Stored items

++++

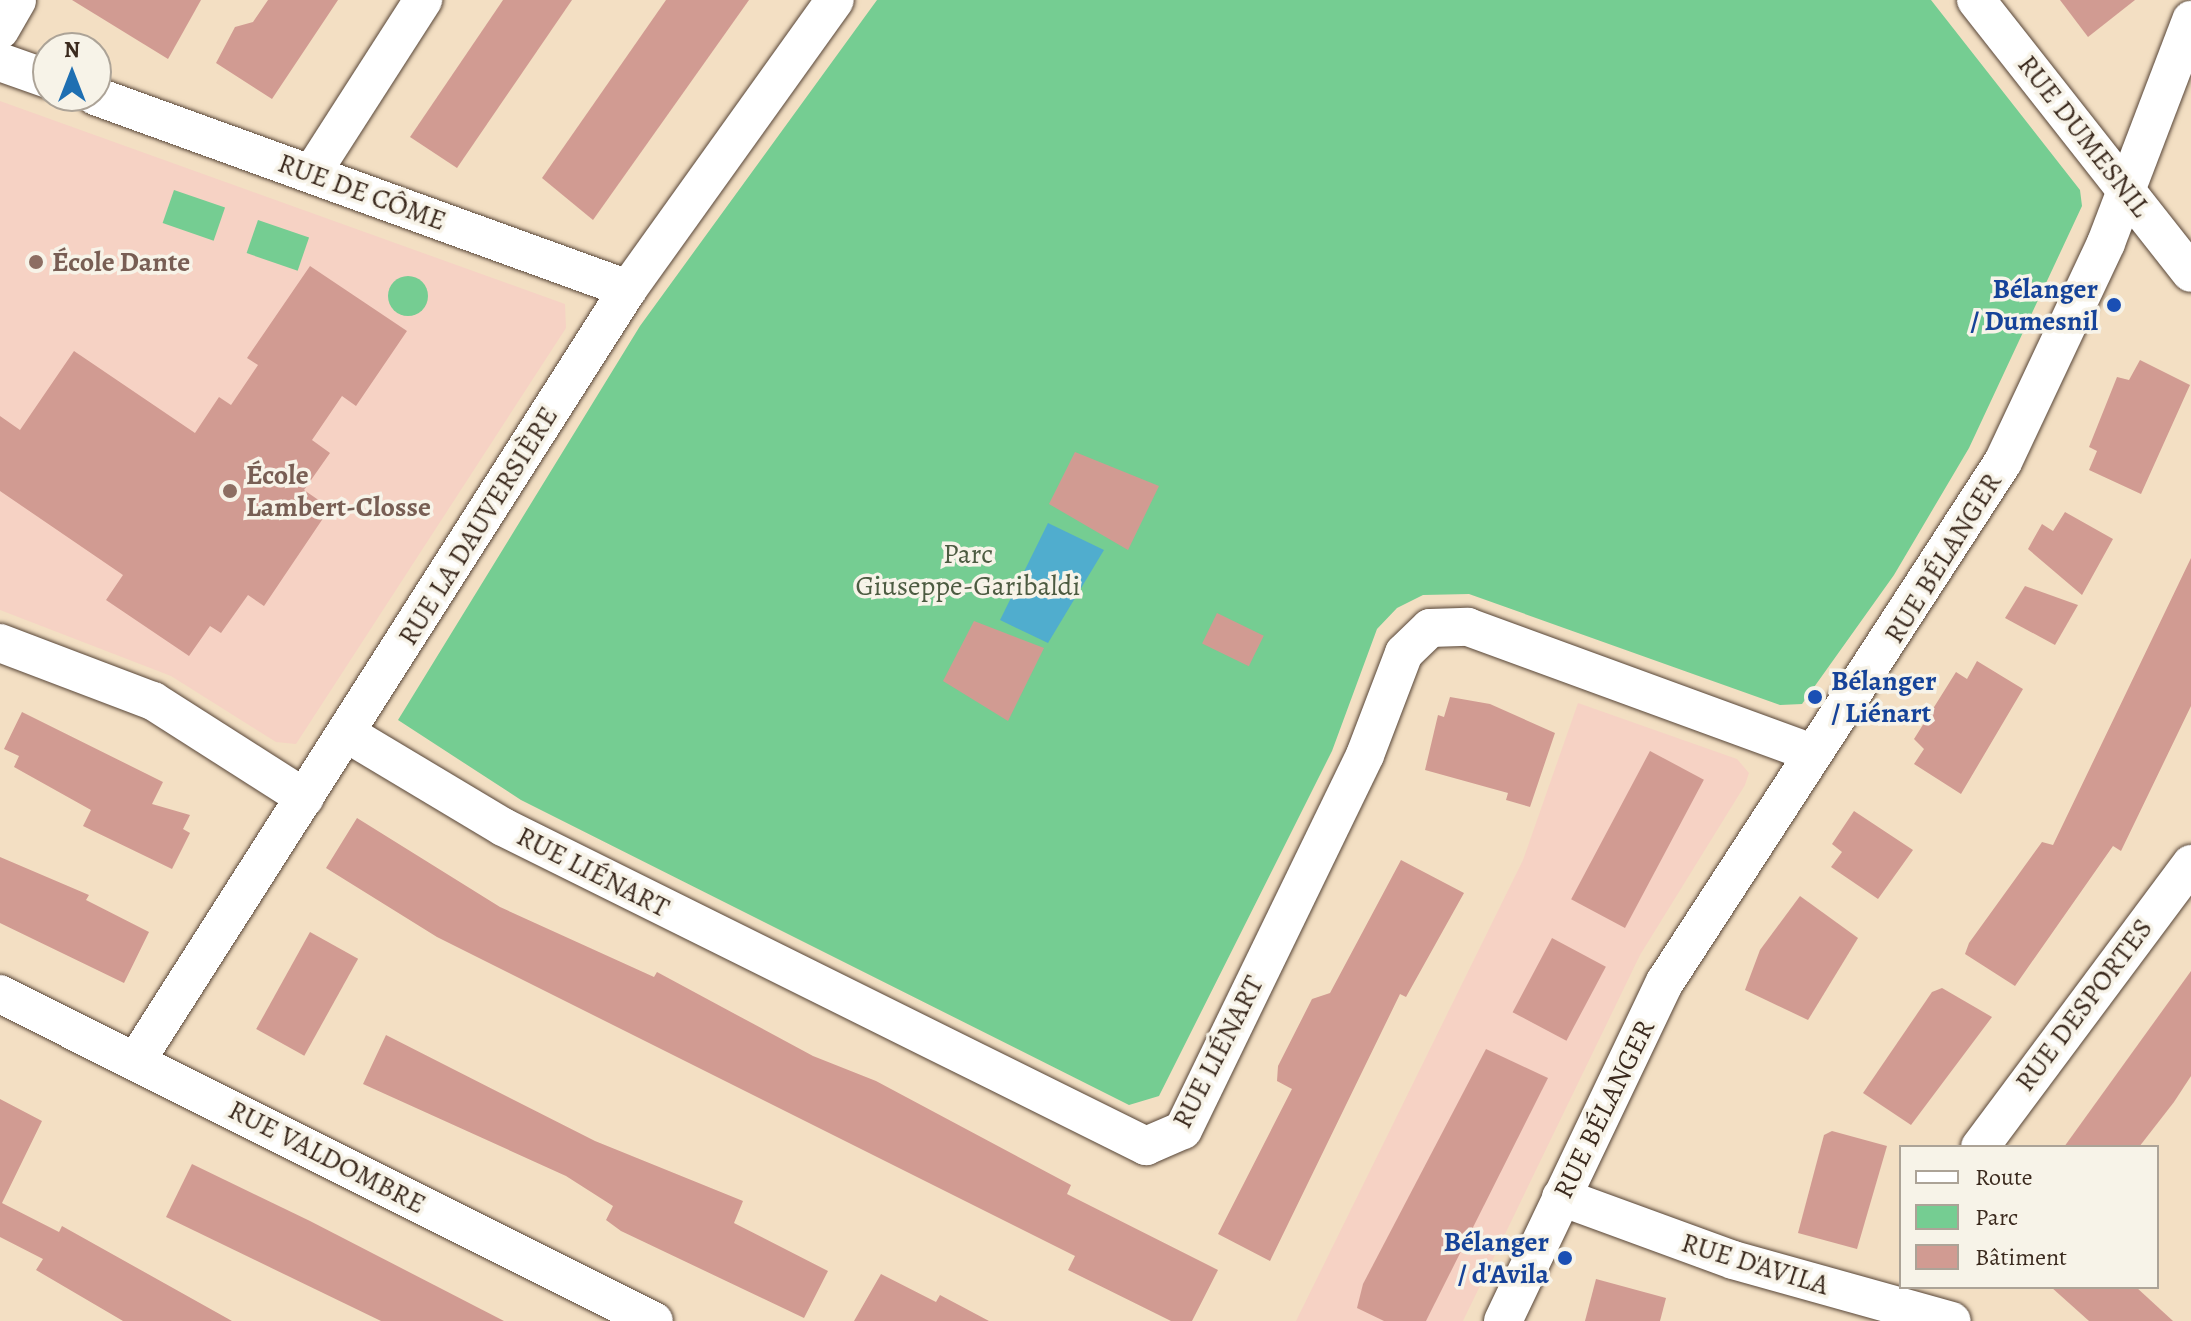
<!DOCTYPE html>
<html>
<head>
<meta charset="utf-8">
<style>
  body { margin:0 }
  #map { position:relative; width:2191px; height:1321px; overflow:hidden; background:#f3dfc3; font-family:Alegreya,serif }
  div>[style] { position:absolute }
  .built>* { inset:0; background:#f6d2c4 }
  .green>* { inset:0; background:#75cd92; transform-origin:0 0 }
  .round { border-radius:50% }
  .water>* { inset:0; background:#50adce }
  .building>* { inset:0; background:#d19b92; transform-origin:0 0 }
  .roads { filter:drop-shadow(0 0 2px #574537) drop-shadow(0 0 2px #574537) }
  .minor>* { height:38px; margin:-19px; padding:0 19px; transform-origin:19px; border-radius:19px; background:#fff }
  .dots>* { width:22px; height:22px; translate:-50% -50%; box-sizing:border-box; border:4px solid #f7f3e8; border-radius:50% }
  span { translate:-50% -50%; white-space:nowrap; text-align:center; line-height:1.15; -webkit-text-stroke:7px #f7f3e8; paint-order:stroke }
  .street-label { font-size:28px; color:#3b2a1e }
  .education-label { font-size:28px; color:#785e54; font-weight:700 }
  .left { translate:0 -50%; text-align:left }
  .transit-label { font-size:28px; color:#164399; font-weight:700 }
  .right { translate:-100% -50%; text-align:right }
  .park-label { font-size:28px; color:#4c5b41 }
  .legend { position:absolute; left:1899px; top:1145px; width:260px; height:144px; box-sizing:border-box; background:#f7f3e8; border:2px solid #aca397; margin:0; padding:10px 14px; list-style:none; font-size:24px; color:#3b2a1e }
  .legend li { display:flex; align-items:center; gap:16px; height:40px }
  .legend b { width:40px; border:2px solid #aca397 }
  .north { position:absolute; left:32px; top:32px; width:80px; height:80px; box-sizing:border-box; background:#f7f3e8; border:2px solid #aca397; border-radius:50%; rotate:0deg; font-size:22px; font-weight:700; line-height:32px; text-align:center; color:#3b2a1e }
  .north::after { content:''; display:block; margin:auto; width:28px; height:36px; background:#1f6fb2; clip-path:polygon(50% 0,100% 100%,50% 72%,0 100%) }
</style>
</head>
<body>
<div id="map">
  <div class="built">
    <i style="clip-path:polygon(0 101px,565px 304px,566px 328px,296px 744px,276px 742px,171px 676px,0 610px)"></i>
    <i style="clip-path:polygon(1578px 703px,1737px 759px,1749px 773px,1745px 785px,1640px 955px,1463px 1321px,1296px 1321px,1523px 860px)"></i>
  </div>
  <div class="green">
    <i style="clip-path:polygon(877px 0,1931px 0,2080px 190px,2082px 206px,1969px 448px,1894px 575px,1802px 704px,1780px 705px,1469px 594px,1423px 595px,1397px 608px,1377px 629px,1332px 751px,1159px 1096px,1129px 1105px,521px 800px,398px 720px,640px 326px)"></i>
    <i style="left:174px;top:190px;width:54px;height:35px;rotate:19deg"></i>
    <i style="left:258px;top:220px;width:54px;height:35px;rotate:19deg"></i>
    <i class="round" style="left:388px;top:276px;width:40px;height:40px"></i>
  </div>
  <div class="water">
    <i style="clip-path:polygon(1048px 523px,1104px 550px,1048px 643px,1000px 620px)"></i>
  </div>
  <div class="building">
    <i style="clip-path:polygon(72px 0,201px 0,168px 59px)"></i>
    <i style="clip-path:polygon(268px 0,338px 0,272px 99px,216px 63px,235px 27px,253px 22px)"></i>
    <i style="clip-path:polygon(503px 0,572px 0,457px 168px,410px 137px)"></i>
    <i style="clip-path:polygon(666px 0,749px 0,593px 220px,542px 178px)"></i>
    <i style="clip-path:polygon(2060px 0,2135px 0,2088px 37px)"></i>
    <i style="clip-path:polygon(310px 266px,407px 331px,356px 406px,342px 396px,312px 440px,330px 453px,304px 490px,330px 508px,264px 606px,248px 595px,221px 633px,210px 626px,189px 656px,106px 600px,123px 575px,0 491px,0 416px,20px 430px,74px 351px,195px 433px,219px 397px,231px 405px,258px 365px,247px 358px)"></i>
    <i style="clip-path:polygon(2140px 360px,2190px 385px,2141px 494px,2089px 470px,2097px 451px,2089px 447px,2117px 377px,2129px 380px)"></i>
    <i style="clip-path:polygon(1075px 452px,1159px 486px,1128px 550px,1049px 504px)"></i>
    <i style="clip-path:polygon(2065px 512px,2113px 539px,2082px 595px,2028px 549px,2042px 524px,2053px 531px)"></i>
    <i style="clip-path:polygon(2191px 558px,2191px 706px,2121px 851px,2113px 846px,2015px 986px,1965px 954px,1969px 943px,2042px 842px,2053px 845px)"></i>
    <i style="clip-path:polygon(2025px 586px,2078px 605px,2055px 645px,2005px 618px)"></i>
    <i style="left:1217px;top:613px;width:52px;height:34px;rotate:26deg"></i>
    <i style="clip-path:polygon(974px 621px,1044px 648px,1008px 721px,943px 681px)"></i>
    <i style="clip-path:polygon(1977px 661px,2023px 689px,1961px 794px,1914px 764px,1924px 749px,1914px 739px,1956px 672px,1967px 679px)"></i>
    <i style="clip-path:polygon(1450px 697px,1490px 704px,1555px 733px,1530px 807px,1506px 800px,1508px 793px,1425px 770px,1438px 715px,1444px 717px)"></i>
    <i style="clip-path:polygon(22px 712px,163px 782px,152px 804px,190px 815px,183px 829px,190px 833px,172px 869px,83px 826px,91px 810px,14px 767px,19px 756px,4px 749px)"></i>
    <i style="left:1650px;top:751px;width:61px;height:168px;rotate:28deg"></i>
    <i style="clip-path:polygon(1854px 811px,1913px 850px,1878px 899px,1831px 867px,1842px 852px,1832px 844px)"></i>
    <i style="clip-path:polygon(357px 818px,500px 907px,654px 977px,657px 972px,813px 1056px,876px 1081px,1071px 1185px,1067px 1194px,1218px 1270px,1192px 1321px,1171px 1321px,1068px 1270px,1075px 1256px,437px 937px,326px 868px)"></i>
    <i style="clip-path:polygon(0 857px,89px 895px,86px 900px,149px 932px,124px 983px,0 923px)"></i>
    <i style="clip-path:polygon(1401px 860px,1464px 893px,1406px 997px,1400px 994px,1270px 1261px,1218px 1234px,1292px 1089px,1277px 1081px,1278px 1066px,1312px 999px,1330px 993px)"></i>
    <i style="clip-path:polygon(1800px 896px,1858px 938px,1808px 1020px,1745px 990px,1760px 950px)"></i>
    <i style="left:310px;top:932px;width:55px;height:111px;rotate:29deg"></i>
    <i style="left:1552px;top:938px;width:61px;height:84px;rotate:28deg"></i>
    <i style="clip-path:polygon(2191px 971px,2191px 1076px,2174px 1102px,2139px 1147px,2064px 1147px)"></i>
    <i style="clip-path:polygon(1942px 988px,1992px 1017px,1911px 1125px,1863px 1093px,1932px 992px)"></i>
    <i style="clip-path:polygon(386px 1035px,595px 1141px,743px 1201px,734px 1223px,828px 1271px,804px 1318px,621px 1231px,606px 1220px,613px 1206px,566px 1176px,363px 1084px)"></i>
    <i style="clip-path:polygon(1486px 1049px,1548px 1078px,1426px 1321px,1384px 1321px,1357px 1308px,1363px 1284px)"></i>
    <i style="clip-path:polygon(0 1099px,42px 1121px,2px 1203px,59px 1232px,62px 1226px,232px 1321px,123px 1321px,36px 1270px,43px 1259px,0 1237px)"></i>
    <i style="clip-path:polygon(1832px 1131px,1887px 1146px,1857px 1249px,1798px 1233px,1824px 1135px)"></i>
    <i style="clip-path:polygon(192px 1164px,310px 1221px,504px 1321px,381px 1321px,166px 1217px)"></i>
    <i style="clip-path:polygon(881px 1274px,936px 1302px,940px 1295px,989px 1321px,854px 1321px)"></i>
    <i style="clip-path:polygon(1596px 1279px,1666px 1298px,1660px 1321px,1585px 1321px)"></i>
    <i style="clip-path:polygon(2051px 1287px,2136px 1287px,2173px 1321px,2089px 1321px)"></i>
  </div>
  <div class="roads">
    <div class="minor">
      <i style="left:1976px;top:0;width:347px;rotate:51.8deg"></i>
      <i style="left:0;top:30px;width:34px;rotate:-60deg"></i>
      <i style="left:0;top:62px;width:51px;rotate:19.5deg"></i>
      <i style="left:95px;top:96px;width:567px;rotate:19.91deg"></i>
      <i style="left:312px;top:173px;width:206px;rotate:-57.3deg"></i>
      <i style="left:0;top:643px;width:164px;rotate:20.8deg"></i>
      <i style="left:153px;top:701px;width:180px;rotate:32.5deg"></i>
      <i style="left:346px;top:733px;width:183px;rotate:30.9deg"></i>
      <i style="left:503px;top:827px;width:718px;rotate:26.39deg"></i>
      <i style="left:1146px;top:1146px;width:40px;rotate:-23.4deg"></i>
      <i style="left:1183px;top:1130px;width:417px;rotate:-64.1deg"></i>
      <i style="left:1365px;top:755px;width:109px;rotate:-69.1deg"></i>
      <i style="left:1404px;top:653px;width:36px;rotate:-44deg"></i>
      <i style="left:1430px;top:628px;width:38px;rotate:-2deg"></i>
      <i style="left:1468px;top:627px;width:366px;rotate:20.1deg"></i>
      <i style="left:0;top:994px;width:731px;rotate:26.57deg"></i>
      <i style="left:136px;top:1061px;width:915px;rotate:-57.49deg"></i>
      <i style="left:628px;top:289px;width:355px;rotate:-54.4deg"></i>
      <i style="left:1980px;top:1147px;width:353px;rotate:-53.3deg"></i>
      <i style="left:1561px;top:1197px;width:183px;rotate:20.1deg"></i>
      <i style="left:1733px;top:1260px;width:227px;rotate:15.6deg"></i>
      <i style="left:1503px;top:1321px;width:376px;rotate:-64.5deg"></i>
      <i style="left:1665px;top:982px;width:620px;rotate:-56.98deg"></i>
      <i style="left:2003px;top:462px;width:242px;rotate:-64.8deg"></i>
      <i style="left:2106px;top:243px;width:239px;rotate:-69.1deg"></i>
    </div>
  </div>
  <div class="dots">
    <i style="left:36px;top:262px;background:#8d6e63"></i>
    <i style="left:2114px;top:305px;background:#1a4fb4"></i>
    <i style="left:230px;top:491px;background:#8d6e63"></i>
    <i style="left:1815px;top:697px;background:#1a4fb4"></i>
    <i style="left:1565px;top:1258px;background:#1a4fb4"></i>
  </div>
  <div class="street-label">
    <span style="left:2084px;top:136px;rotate:52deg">RUE DUMESNIL</span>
    <span style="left:362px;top:192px;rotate:20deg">RUE DE CÔME</span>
    <span style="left:478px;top:526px;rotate:-58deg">RUE LA DAUVERSIÈRE</span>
    <span style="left:1943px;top:558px;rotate:-58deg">RUE BÉLANGER</span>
    <span style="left:593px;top:872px;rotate:27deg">RUE LIÉNART</span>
    <span style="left:2084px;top:1005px;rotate:-53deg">RUE DESPORTES</span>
    <span style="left:1218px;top:1052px;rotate:-63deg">RUE LIÉNART</span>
    <span style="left:1604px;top:1109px;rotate:-64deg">RUE BÉLANGER</span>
    <span style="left:327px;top:1157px;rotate:27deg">RUE VALDOMBRE</span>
    <span style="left:1755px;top:1264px;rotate:17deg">RUE D'AVILA</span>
  </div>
  <div class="education-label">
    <span class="left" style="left:52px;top:262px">École Dante</span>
    <span class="left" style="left:246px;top:491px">École<br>Lambert-Closse</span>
  </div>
  <div class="transit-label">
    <span class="right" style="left:2098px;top:305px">Bélanger<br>/ Dumesnil</span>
    <span class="left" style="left:1831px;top:697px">Bélanger<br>/ Liénart</span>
    <span class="right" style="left:1549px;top:1258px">Bélanger<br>/ d'Avila</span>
  </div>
  <div class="park-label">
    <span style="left:968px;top:570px">Parc<br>Giuseppe-Garibaldi</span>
  </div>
  <ul class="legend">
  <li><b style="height:10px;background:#fff"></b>Route</li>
  <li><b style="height:22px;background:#75cd92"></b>Parc</li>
  <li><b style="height:22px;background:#d19b92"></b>Bâtiment</li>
  </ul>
  <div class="north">N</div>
</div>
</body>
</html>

++++

Quote the data above from the line containing "position:relative; width:2191px; height:1321px;" to the line containing "width:22px; height:22px; translate:-50%", inclusive, and stop.

  #map { position:relative; width:2191px; height:1321px; overflow:hidden; background:#f3dfc3; font-family:Alegreya,serif }
  div>[style] { position:absolute }
  .built>* { inset:0; background:#f6d2c4 }
  .green>* { inset:0; background:#75cd92; transform-origin:0 0 }
  .round { border-radius:50% }
  .water>* { inset:0; background:#50adce }
  .building>* { inset:0; background:#d19b92; transform-origin:0 0 }
  .roads { filter:drop-shadow(0 0 2px #574537) drop-shadow(0 0 2px #574537) }
  .minor>* { height:38px; margin:-19px; padding:0 19px; transform-origin:19px; border-radius:19px; background:#fff }
  .dots>* { width:22px; height:22px; translate:-50% -50%; box-sizing:border-box; border:4px solid #f7f3e8; border-radius:50% }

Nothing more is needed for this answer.